I think you should spend a little more time investigating the following: a) The "vault" files section has code by A Barbati which addresses issue related to unicode. b) Ron Garcia contributed codecvt facets for unicode that have been incorporated into boost are currently used by two boost libraries (serialization and program options.) c) asni library functions exist for converting strings and characters to/from wstrings/wchar s in accordance with the currently selected locale. Not all libraries implement these functions however. So its not clear to me what exactly needs to be done here - other than fixing up some older stdandard libraries. I don't think that's what you had in mind. Of course, I'm not exactly sure what you propose to do in your library other than the above so these observations might not be relevant. On the other hand, if you want more project ideas, I'm sure we could come up with lots of suggestions. Robert Ramey "Erik Wien" <wien@start.no> wrote in message news:cl1tqh$qp$1@sea.gmane.org...
Hi. I am in the process of planning a library for handling unicode strings in C++, and would like to probe the interest in the boost community for something like that. I read through the unicode dicussion that was up back in april, and from what I could gather there was some amount of interest, but no one felt comfortable taking on the task as of yet.

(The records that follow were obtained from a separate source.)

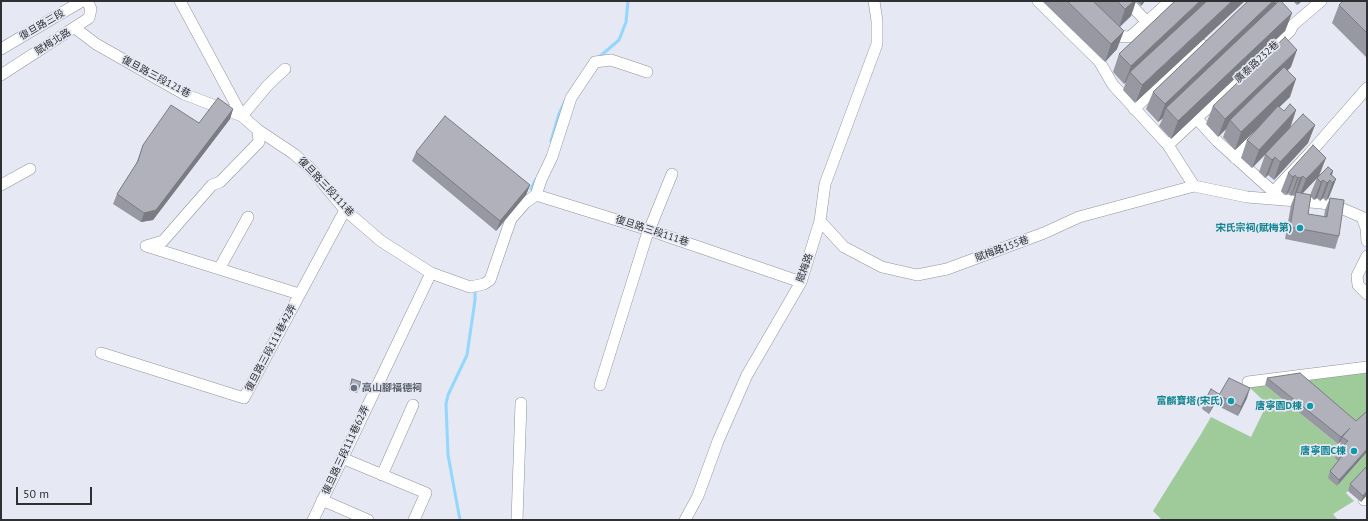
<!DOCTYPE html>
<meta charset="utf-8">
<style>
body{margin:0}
#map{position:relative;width:1368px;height:521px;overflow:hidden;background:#e6e8f3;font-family:"PT Sans",sans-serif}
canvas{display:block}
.frame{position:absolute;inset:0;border:2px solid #2f3034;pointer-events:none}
.scale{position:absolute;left:16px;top:487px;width:76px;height:18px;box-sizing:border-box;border:2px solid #2f3034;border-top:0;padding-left:5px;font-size:12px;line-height:14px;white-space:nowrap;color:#2f3034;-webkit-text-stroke:3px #e6e8f3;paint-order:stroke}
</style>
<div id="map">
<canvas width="1368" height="521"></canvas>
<div class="frame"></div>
<div class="scale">50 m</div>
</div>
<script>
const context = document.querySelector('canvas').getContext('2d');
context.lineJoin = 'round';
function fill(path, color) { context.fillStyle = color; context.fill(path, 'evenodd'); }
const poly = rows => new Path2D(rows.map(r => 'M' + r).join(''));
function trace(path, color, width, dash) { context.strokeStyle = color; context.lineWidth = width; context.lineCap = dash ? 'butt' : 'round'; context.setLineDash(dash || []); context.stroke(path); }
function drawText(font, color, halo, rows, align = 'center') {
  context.font = font + ' "PT Sans","Noto Sans TC",sans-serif'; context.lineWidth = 3.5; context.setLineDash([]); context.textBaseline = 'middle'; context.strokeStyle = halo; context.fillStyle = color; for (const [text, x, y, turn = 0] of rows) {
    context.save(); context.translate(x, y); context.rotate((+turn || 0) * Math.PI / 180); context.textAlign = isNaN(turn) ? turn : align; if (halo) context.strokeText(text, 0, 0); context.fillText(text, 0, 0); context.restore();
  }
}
fill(poly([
 [1367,370,1367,415,1354,427,1297,380],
 [1265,385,1338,444,1343,450,1335,459,1340,463,1337,486,1367,452,1367,469,1346,493,1354,501,1333,514,1338,520,1162,520,1153,511,1201,434,1211,417,1251,437,1267,404,1249,387]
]), '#9fcb9a');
trace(poly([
 [598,58,619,40,626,22,628,1],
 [551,141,559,114,565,101],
 [531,189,536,179],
 [460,520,448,455,446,404,448,395,467,355,475,300,475,292]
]), '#93d7fe', 3);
const minor = poly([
 [180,1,242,116,258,130,294,154,310,168,345,210,381,241,431,273,470,287,484,284,490,280,511,219,525,203,536,195,649,230,801,282],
 [1038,1,1099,61,1113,85,1168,145,1194,186],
 [1127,1,1147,22],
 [75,28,96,44,184,94,242,116,268,85,285,69],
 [1109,33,1115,36,1130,37,1170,1],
 [1,49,82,1],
 [1,75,89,18,91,9,87,1],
 [1134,109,1202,45],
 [1197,119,1217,141,1279,197],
 [1168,145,1290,31,1293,25,1321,1],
 [1235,158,1254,138],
 [1,185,30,169],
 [1273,192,1310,153,1367,88],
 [536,195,541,180,552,157,571,98,595,62,611,60,647,72],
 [820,221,844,247,882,267,917,275,947,269,1044,233,1079,217,1194,186,1247,197,1322,203,1343,209,1362,217,1366,228,1367,241],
 [146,246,163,241,212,185,220,182,259,142,258,130],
 [146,246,299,294],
 [1367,256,1357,276,1358,285,1367,294],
 [219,269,248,217],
 [101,353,244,398,345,210],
 [1248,382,1367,367],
 [600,385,646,238,672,174],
 [342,458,426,493,414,520],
 [382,475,413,405],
 [322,500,368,520],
 [1364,500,1367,498],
 [313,520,431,273],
 [517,520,521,403],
 [685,520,698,496,718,441,747,375,801,282,820,221,825,184,877,44,877,21,874,1]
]);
trace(minor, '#92939d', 12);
trace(minor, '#fff', 11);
fill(poly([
 [1042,1,1136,1,1131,16,1120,27,1117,49,1105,62],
 [1136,1,1145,1,1141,6],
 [1175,1,1135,103,1123,90,1126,82,1124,84,1113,72,1119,54],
 [1248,1,1277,1,1275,5,1292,13,1285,31,1171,139,1159,126,1163,118,1158,122,1146,109,1153,92],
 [1293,1,1302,1,1297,5],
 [1341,1,1367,1,1367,56,1366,57,1332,23,1339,5,1342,2],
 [1291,67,1288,70,1290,97,1279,107,1284,111,1296,110,1290,128,1315,125,1308,143,1274,180,1268,175,1265,178,1259,172,1265,155,1252,168,1241,158,1247,140,1264,122,1235,150,1223,137,1226,129,1218,137,1206,124,1213,106],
 [233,109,230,119,153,220,141,222,113,204,117,194,136,164,143,145],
 [416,152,530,185,526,195,496,231,412,161],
 [1333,171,1332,175,1336,179,1329,197,1326,201,1323,198,1320,201,1317,198,1314,200,1311,197,1308,214,1324,217,1325,210,1330,198,1339,236,1335,249,1285,239,1291,205,1295,195,1294,196,1292,195,1291,196,1288,193,1286,195,1281,191,1288,173,1319,176],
 [1317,178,1310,195,1302,194],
 [1267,378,1356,421,1367,411,1337,486,1328,478,1330,471,1338,461,1335,459,1337,452,1343,446,1340,444,1341,441,1338,444,1265,385],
 [352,379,361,382,357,393,349,390],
 [1219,394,1217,400,1209,414,1202,409,1204,402],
 [1219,395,1247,398,1238,416,1216,405],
 [1350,484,1367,495,1361,502,1348,491]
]), '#9798a1');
fill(poly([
 [1134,1,1136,1,1131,16,1119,27,1125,9],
 [1142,1,1145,1,1141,6],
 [1200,1,1213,1,1130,72,1126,82,1124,84,1131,66],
 [1232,1,1245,1,1135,103,1142,85],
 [1273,1,1277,1,1272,14,1166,108,1163,118,1158,122,1165,104],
 [1299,1,1302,1,1297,5],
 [1292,13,1285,31,1171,139,1178,121],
 [1124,31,1117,49,1105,62,1111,44],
 [1297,50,1291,67,1233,123,1230,120,1226,129,1218,137,1225,119],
 [1296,79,1290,97,1235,150,1241,132],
 [233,109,230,119,153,220,141,222,144,213],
 [1296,110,1290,128,1252,168,1259,150],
 [1315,125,1308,143,1274,180,1280,162],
 [1275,157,1268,175,1265,178,1272,160],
 [1326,158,1319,176,1299,197,1306,179],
 [1333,171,1323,198,1320,201,1330,174],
 [1295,175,1288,193,1286,195,1293,177],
 [1303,176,1296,194,1296,192,1294,196,1300,178],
 [1299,177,1292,195,1291,196,1297,178],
 [1336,179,1329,197,1326,201,1332,183],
 [1323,180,1317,198,1314,200,1321,182],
 [530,185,526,195,496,231,500,221],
 [1250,388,1247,398,1238,416,1241,407],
 [1219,394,1217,400,1209,414,1212,407],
 [1350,428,1342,437,1341,441,1338,444,1341,437],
 [1367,449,1367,452,1337,486,1339,480],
 [1367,491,1367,495,1361,502,1363,496]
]), '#7b7c83');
const building = poly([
 [1067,1,1093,1,1124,31,1111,44,1067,1],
 [1117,1,1134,1,1125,9,1117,1],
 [1175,1,1200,1,1131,66,1119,54,1175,1],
 [1207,1,1232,1,1142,85,1130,72,1207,1],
 [1248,1,1273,1,1165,104,1153,92,1248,1],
 [1279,1,1281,1,1292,13,1178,121,1166,108,1279,1],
 [1343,1,1365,1,1367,3,1367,33,1339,5,1343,1],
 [1285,37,1297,50,1225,119,1213,106,1285,37],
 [1284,67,1296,79,1241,132,1230,120,1284,67],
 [218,98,233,109,156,210,144,213,117,194,138,161,143,145,171,105,199,123,218,98],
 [1290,104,1296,110,1259,150,1247,140,1278,106,1284,111,1290,104],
 [1303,114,1315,125,1280,162,1275,157,1272,160,1265,154,1303,114],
 [445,116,530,185,500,221,416,152,445,116],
 [1313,145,1326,158,1306,179,1303,176,1300,178,1299,177,1297,178,1295,175,1293,177,1288,173,1313,145],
 [1328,167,1333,171,1330,174,1336,179,1332,183,1330,180,1327,183,1323,180,1321,182,1317,178,1328,167],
 [1296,192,1311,195,1308,214,1327,217,1330,198,1344,200,1339,236,1290,227,1296,192],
 [1300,373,1356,421,1367,411,1367,449,1339,480,1330,471,1342,456,1337,452,1348,441,1342,437,1350,428,1341,437,1267,378,1300,373],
 [1229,378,1250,388,1241,407,1219,395,1229,378],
 [352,379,361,382,358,390,350,387,352,379],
 [1211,389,1219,394,1212,407,1204,402,1211,389],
 [1367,466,1367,491,1363,496,1350,484,1367,466]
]);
fill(building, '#b0b1bb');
trace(building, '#7b7c83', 1);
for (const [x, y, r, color] of [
 [1300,228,4,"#0f9aa8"],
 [354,388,4,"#6b7280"],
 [1231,401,4,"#0f9aa8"],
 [1310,406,4,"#0f9aa8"],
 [1354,451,4,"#0f9aa8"]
]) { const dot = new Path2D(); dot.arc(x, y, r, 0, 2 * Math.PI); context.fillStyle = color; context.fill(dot); trace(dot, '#e6e8f3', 1.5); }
drawText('10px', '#2f3034', '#e6e8f3', [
 ["復旦路三段",42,25,-30],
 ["賦梅北路",53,42,-32],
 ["廣泰路232巷",1257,62,-43],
 ["復旦路三段121巷",156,77,28],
 ["復旦路三段111巷",326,187,47],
 ["復旦路三段111巷",652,231,18],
 ["賦梅路155巷",1002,249,-20],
 ["賦梅路",805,268,-71],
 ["復旦路三段111巷42弄",271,348,-62],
 ["復旦路三段111巷62弄",346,450,-65]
]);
drawText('bold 10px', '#0d838f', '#e6e8f3', [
 ["宋氏宗祠(賦梅第)",1292,228],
 ["富麟寶塔(宋氏)",1223,401],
 ["唐寧園D棟",1302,406],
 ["唐寧園C棟",1346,451]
], 'right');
drawText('bold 10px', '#5b616d', '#e6e8f3', [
 ["高山腳福德祠",362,388]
], 'left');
</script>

I am hoping to be able to run this project as my Bachelor's Thesis in Computer Engineering (Not sure if that is the correct translation from Norwegian.) and if it gets approved by my college, myself and two other programmers will spend one semester working exclusively on this. (of course in collaboration with the boost community) At the end of that semester I hope the library (Or at least parts of it) will be in such a state it can submitted for review by boost.
The library should ultimately have suppport for at least basic handling of unicode strings (in all encodings), collation of strings and other locale specific operations. The library should also be (to the extent that is possible) integrated with the standard C++ library (and boost) to get as much functionality as possible "for free". I'm here thinking of, among other things, the std::locale class and compabillity with iostreams. How these requirements are fulfilled will be determined as the project (hopefully) moves forward.

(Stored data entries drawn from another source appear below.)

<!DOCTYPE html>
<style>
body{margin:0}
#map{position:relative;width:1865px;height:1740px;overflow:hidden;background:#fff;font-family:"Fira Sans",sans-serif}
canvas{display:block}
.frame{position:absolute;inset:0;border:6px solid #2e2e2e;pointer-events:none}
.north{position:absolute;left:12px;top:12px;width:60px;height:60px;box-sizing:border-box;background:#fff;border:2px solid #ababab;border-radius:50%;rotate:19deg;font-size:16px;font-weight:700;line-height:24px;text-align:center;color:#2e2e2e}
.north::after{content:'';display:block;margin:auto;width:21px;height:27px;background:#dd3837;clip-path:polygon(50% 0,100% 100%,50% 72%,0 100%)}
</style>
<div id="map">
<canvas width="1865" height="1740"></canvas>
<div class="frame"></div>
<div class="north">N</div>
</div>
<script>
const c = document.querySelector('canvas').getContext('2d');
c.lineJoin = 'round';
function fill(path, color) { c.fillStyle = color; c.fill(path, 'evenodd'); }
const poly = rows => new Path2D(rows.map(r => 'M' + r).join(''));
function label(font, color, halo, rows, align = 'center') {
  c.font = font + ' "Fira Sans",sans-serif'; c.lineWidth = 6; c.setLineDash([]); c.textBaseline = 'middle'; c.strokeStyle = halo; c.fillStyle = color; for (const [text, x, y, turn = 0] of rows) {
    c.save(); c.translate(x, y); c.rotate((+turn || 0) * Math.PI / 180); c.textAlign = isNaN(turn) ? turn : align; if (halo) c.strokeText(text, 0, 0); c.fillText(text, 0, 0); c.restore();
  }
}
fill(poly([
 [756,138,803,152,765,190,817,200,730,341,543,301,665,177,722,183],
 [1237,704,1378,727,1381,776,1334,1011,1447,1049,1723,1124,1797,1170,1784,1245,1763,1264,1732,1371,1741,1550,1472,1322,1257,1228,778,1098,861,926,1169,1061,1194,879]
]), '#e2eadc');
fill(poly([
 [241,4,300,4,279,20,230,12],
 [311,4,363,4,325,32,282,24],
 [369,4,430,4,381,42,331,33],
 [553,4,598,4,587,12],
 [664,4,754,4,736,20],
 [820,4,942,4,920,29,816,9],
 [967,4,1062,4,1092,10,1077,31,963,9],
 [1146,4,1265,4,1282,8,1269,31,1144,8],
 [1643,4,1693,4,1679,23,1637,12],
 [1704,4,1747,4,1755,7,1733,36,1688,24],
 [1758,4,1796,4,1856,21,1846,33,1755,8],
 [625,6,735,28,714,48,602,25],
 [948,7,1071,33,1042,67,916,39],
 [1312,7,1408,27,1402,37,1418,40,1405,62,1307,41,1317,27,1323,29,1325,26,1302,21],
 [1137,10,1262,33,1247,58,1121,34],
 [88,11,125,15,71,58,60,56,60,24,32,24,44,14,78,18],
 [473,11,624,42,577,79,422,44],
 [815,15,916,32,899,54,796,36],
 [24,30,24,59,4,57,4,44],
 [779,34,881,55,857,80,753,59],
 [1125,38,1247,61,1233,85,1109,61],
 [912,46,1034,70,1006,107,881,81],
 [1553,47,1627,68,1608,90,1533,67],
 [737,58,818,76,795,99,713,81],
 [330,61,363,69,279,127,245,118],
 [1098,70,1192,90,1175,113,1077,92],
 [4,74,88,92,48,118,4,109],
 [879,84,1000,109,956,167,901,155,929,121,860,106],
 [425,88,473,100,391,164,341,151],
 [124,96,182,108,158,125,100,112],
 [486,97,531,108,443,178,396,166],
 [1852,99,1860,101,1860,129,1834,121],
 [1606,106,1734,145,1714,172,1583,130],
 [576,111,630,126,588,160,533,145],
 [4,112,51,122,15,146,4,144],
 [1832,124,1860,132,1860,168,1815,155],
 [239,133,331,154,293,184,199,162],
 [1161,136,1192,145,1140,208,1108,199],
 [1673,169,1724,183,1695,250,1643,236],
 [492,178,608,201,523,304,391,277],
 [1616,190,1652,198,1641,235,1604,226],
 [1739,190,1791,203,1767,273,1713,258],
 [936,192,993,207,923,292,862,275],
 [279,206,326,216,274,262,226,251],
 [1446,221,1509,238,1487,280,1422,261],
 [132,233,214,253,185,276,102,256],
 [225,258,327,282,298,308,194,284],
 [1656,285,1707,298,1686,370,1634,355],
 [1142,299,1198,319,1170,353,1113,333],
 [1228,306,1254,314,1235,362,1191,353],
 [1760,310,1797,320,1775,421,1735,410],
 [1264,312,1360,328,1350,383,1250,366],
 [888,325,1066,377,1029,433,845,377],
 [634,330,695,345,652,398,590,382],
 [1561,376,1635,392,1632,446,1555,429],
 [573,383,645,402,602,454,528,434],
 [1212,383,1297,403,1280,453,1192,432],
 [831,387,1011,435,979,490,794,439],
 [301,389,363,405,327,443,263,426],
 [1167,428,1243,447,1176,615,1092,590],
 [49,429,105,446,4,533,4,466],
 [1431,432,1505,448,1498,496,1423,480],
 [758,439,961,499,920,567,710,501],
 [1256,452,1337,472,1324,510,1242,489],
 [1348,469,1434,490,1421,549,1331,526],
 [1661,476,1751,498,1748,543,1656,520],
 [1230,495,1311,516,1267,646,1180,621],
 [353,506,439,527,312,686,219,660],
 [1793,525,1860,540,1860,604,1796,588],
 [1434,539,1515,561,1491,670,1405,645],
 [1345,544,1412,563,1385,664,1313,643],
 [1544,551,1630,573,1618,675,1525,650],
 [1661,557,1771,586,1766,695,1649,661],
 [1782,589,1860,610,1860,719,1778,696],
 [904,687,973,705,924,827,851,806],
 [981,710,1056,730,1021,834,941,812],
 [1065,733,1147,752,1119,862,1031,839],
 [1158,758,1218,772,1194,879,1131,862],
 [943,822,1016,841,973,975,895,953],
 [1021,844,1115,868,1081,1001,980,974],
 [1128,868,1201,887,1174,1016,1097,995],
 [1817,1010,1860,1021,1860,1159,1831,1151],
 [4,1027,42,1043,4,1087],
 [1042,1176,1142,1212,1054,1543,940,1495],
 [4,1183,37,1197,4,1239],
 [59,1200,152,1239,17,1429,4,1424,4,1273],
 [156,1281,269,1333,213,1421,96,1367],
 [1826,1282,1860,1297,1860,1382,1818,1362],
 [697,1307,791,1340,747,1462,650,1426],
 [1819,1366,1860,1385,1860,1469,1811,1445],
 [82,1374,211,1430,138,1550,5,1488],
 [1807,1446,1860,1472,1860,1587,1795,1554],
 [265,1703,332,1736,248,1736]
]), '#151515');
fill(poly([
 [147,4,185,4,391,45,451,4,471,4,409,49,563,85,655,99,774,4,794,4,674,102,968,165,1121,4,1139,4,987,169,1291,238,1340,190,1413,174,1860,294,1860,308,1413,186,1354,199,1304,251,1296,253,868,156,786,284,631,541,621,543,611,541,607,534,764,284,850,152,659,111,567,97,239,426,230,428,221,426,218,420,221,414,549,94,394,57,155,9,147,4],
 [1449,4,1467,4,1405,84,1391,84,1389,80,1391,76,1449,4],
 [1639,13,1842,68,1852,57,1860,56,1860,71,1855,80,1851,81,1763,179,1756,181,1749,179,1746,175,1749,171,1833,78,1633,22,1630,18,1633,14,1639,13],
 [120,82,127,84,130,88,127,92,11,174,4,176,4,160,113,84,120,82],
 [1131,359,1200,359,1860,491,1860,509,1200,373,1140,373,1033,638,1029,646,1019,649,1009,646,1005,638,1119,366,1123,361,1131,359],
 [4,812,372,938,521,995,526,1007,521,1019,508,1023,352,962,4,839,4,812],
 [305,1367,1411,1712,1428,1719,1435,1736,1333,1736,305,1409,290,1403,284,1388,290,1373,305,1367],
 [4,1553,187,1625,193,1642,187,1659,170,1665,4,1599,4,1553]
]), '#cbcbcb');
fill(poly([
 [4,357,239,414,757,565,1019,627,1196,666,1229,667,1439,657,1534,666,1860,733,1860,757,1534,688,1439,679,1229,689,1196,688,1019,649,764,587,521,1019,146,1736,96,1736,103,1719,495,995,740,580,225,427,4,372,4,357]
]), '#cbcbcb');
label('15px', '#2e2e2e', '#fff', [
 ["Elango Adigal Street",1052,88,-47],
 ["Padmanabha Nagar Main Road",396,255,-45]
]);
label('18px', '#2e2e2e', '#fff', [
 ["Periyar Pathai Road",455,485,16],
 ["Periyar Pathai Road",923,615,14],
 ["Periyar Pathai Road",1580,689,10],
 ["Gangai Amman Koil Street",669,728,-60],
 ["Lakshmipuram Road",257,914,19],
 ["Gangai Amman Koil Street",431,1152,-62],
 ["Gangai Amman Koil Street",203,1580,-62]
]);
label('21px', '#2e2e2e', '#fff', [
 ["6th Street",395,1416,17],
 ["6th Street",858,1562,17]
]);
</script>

I really feel the C++ language needs some form of standardized unicode support, and developing such a library within the boost community would be a very good way to ensure it fits everybody's needs the best possible way.
If you have any, and I do mean ANY, thoughts on this, please do not hesitate to reply to this mail and let me know. I'm looking forward to your responses.
Best regards Erik Wien - Gjøvik College (Høyskolen i Gjøvik), Norway.